Ackerman’s adviser sent him to see Sharp, who was teaching at Harvard University. Ackerman’s 1,100-page thesis focused on how Mahatma Gandhi used mass civil disobedience to win India’s independence from England. He turned the paper into a 1994 book, “Strategic Nonviolent Conflict.” PBS aired “A Force More Powerful,” which was based on the book, in 2000.
Ackerman took a job at Burnham & Co. in 1973 after meeting then-President Mark Kaplan. Burnham merged with Drexel two weeks later. Ackerman joined Milken’s junk-bond team in 1978. He headed special projects, raising money for restructurings and takeovers. Even as he was earning millions of dollars securing financing for deals such as Texan oilman T. Boone Pickens’s bid for Gulf Oil Corp., he was funding Sharp’s research.
He moved to London for Drexel in 1989. Drexel declared bankruptcy in February 1990. Milken eventually pleaded guilty to six counts of violating securities laws and paid $1.1 billion in fines and settlements.
Ackerman was never charged with any misdeed. He paid $73 million to settle a civil case by the Federal Deposit Insurance Corp. and Resolution Trust Corp. over losses at savings and loans that had invested in junk bonds without admitting any wrongdoing.
In 2005, he sued for a $5 million refund from California’s tax board, claiming he’d already paid taxes on the $73 million. The IRS allowed him to take deductions on future earnings. California also offered deductions, but he couldn’t claim them since he no longer lived in the state. He pushed for a bill that would have enabled him to get a refund retroactively. The proposal failed.
Ackerman, who’d set up a firm called Rockport Capital Ltd. in London, returned to the U.S. in 1995. He helped set up Crown Capital Group Inc. to invest in private companies. One success was a $30 million investment in 1999 in Thales Fund Management LLC, a New York-based hedge fund that had $1 billion in assets in 2011 when it closed its operations.
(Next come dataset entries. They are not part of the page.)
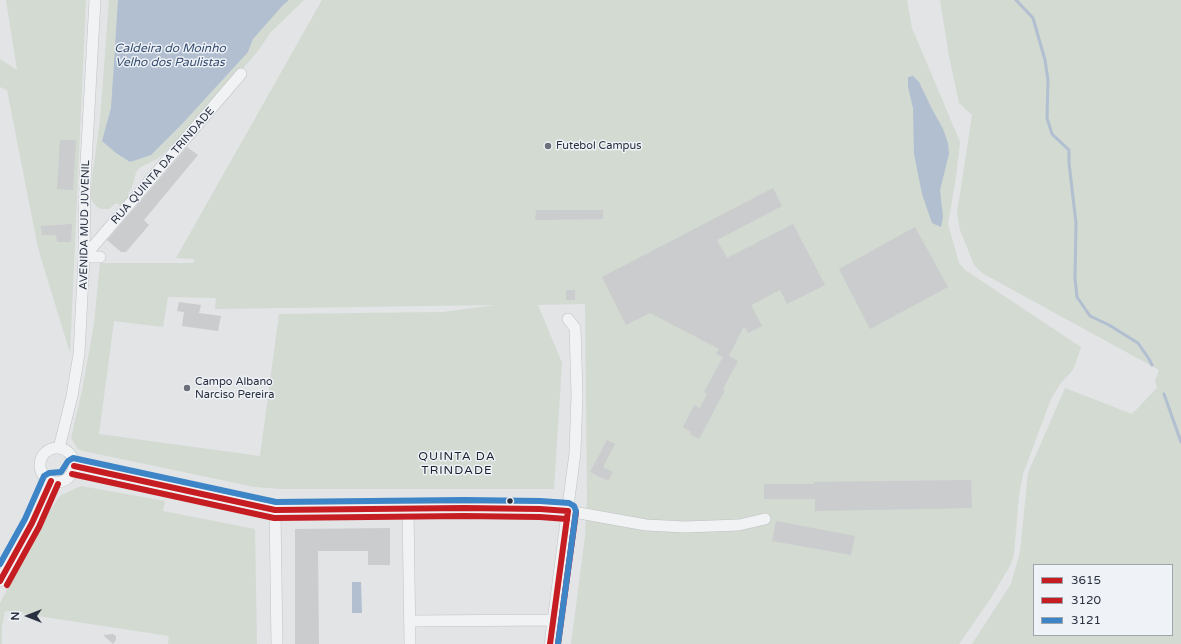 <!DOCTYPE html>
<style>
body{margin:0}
#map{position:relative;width:1181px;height:644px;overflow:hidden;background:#e2e4e6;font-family:"Varela Round",sans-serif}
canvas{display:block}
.legend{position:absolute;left:1033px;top:564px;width:140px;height:72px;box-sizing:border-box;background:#eff2f6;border:1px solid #a0a4ad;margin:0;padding:5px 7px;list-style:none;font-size:12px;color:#29303f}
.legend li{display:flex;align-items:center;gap:8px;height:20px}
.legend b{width:20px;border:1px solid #a0a4ad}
.north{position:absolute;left:8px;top:596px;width:40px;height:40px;-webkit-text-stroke:3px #eff2f6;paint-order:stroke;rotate:270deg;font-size:11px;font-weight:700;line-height:16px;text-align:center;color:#29303f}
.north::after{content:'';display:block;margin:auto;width:14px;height:18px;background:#29303f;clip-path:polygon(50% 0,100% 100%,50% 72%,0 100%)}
</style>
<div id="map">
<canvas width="1181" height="644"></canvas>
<ul class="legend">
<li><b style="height:5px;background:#c61d23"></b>3615</li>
<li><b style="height:5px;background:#c61d23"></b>3120</li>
<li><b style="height:5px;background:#3d85c6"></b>3121</li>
</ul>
<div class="north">N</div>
</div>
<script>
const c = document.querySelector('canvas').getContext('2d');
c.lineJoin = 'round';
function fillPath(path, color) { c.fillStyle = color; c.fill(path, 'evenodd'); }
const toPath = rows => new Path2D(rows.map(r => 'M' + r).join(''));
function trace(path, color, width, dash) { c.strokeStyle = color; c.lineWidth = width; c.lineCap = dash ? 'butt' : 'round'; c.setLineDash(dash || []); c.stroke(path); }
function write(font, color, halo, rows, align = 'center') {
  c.font = font + ' "Varela Round",sans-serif'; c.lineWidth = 3; c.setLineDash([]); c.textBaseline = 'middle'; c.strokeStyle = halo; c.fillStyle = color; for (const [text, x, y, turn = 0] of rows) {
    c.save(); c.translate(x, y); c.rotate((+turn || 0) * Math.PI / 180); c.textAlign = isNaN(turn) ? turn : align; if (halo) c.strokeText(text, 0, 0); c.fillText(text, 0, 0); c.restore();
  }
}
const green = toPath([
 [6,0,86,0,70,353,38,248,7,90,0,87,0,59,17,70],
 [109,0,304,0,271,32,257,52,179,143,172,144,166,151,157,159,139,168,136,173,131,190,128,193,129,197,122,206,116,203,109,209,101,209,97,207,92,201,90,193,100,120],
 [322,0,907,0,912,28,960,142,956,177,948,224,959,263,965,270,1081,347,1073,370,1060,384,1051,399,1023,474,1019,495,1014,554,1011,564,991,598,959,644,571,644,585,537,587,498,585,304,538,305,562,363,554,489,279,489,255,487,83,451,78,449,71,438,82,391,94,324,100,263,193,263,195,259,176,258],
 [168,297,216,298,215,309,495,305,443,312,279,314,260,456,99,434,114,321,163,327],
 [940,0,1181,0,1181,644,972,644,1011,584,1020,552,1028,473,1065,388,1132,414,1157,388,1155,381,1159,370,982,273,974,265,960,230,957,213,972,115,959,103,949,56],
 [1034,565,1172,565,1172,635,1034,635],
 [81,486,165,501,163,511,255,529,257,644,168,644,169,636,5,611,2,626,2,644,0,644,0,603,48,513,61,495]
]);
const water = toPath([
 [118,0,289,0,283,5,253,39,248,52,182,124,151,155,130,162,116,153,102,141,111,108],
 [913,76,919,82,931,107,943,129,948,143,949,154,940,190,943,217,941,227,932,223,922,194,914,154,913,108,908,87,908,77],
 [352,582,361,582,362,613,352,613]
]);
const stream = toPath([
 [1016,0,1033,18,1045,60,1048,80,1047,118,1052,134,1069,150,1069,163,1076,223,1075,278,1077,297,1090,316,1109,325,1138,343,1149,359,1152,365],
 [1164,394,1181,442]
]);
const building = toPath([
 [60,140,76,140,73,190,57,189],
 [187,147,198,155,144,220,149,225,126,252,121,252,107,240],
 [773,188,782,206,717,240,727,258,793,224,825,285,787,304,780,290,751,305,762,326,748,333,744,326,729,356,738,361,723,389,725,390,699,439,690,434,691,432,683,427,694,405,700,408,707,394,704,392,723,357,716,354,719,349,650,313,626,325,602,277],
 [536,210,603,210,603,219,535,220],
 [72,224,71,242,57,242,56,235,42,235,41,226],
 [915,227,948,287,870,329,839,269],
 [566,290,575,290,575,300,566,300],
 [179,302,201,305,199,313,221,316,218,331,182,326,184,312,177,311],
 [607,440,615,444,603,467,613,472,608,481,590,472],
 [971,480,972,508,815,511,815,499,764,499,764,484,814,484,814,482],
 [776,521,855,536,851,555,772,541],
 [390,528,390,565,368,565,368,551,318,551,319,644,295,644,295,529],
 [113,634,116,636,116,640,113,644,103,635]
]);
const minor = toPath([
 [84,257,241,74],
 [84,257,100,257],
 '40 465a17 17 0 1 1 34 0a17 17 0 1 1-34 0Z',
 [59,448,72,396,79,354,84,257,85,182,95,0],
 [74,466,275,510,540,509,568,511,646,525,685,527,739,525,765,519],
 [275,510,277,644],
 [408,510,410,644],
 [0,581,32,523,51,481],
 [410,621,553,620],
 [550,644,575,453,577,394,575,328,568,319]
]);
const bus1 = toPath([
 [74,466,275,510,464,508,540,509,568,511],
 [0,581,32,523,51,481],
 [550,644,568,511]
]);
const bus2 = toPath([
 [72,474,274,518,464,516,540,517,567,519],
 [7,585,39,527,58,484],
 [558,644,576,512]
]);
const bus3 = toPath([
 [0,564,25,519,44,476,49,473,61,472,68,461,73,458,276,502,464,500,540,501,569,503,574,506,576,511,558,644]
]);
const markers = [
 [548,146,4,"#6a6f79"],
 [187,388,4,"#6a6f79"],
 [510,501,3.5,"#29303f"]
];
const poiNames = [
 ["Futebol Campus",556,146],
 ["Campo Albano",195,382],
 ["Narciso Pereira",195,395]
];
const streetNames = [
 ["RUA QUINTA DA TRINDADE",163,166,-49],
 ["AVENIDA MUD JUVENIL",85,225,-89]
];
const waterNames = [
 ["Caldeira do Moinho",170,49],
 ["Velho dos Paulistas",170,63]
];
const neighbourhoodNames = [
 ["QUINTA DA",457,457],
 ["TRINDADE",457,471]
];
fillPath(green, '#d2dad2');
fillPath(water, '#b1bfd0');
trace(stream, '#b1bfd0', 3);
fillPath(building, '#caccce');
trace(minor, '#c0c2c4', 12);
trace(minor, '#f1f2f3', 11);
trace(bus1, '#c61d23', 6);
trace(bus2, '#c61d23', 6);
trace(bus3, '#3d85c6', 6);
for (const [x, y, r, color] of markers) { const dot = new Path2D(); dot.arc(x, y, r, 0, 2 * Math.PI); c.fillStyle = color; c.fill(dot); trace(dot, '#eff2f6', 1.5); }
write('11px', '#29303f', '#eff2f6', poiNames, 'left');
write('11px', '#29303f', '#eff2f6', streetNames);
write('italic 12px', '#354d71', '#eff2f6', waterNames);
c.letterSpacing = '1px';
write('12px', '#1b2130', '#eff2f6', neighbourhoodNames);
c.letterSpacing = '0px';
</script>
Others were flops, court documents show. Ackerman lost $14 million on Resort Theaters of America Inc. in 1999, which planned to build movie houses at vacation spots. A $15 million co-investment in a towel-making factory in Mexico also came to nothing. He invested $20 million in preferred shares of Los Angeles advertising company Emak Worldwide Inc. in 2000. Emak filed for bankruptcy protection in 2010, emerging in 2011. Ackerman still owns its most profitable unit, Chicago-based Upshot Inc.
Ackerman focused more on non-business pursuits than his companies, says former Emak CEO Jim Holbrooke.
“He is training dissidents to overthrow dictatorships, and I’m doing cheese-spread advertising for Kraft,’’ he says, referring to food company Kraft Foods Inc.
Ackerman began targeting U.S. politics in 2007. He joined Unity08, which aimed to nominate a third-party presidential candidate. Fundraising stalled amid a legal fight with the Federal Election Commission over contribution limits.
Americans Elect’s Roots
Ackerman took over Unity08, which became Americans Elect, after an appeals court in 2010 overturned the FEC’s decision that required the group to register as a political action committee. The FEC decided not to take further action. That has allowed Americans Elect to raise millions of dollars and hire lawyers, pollsters and signature gatherers as it heads toward the 2012 election.
“What the iPhone did for communications, Americans Elect has the potential to do for politics,’’ says board member and former Hallmark Cards Inc. CEO Irvine Hockaday.
Doubters point to myriad obstacles, among them the dismal record for third-party candidates. Another hurdle may be Ackerman’s own inability to show he’s as democratic and transparent in business as he expects the rest of the world to be in politics.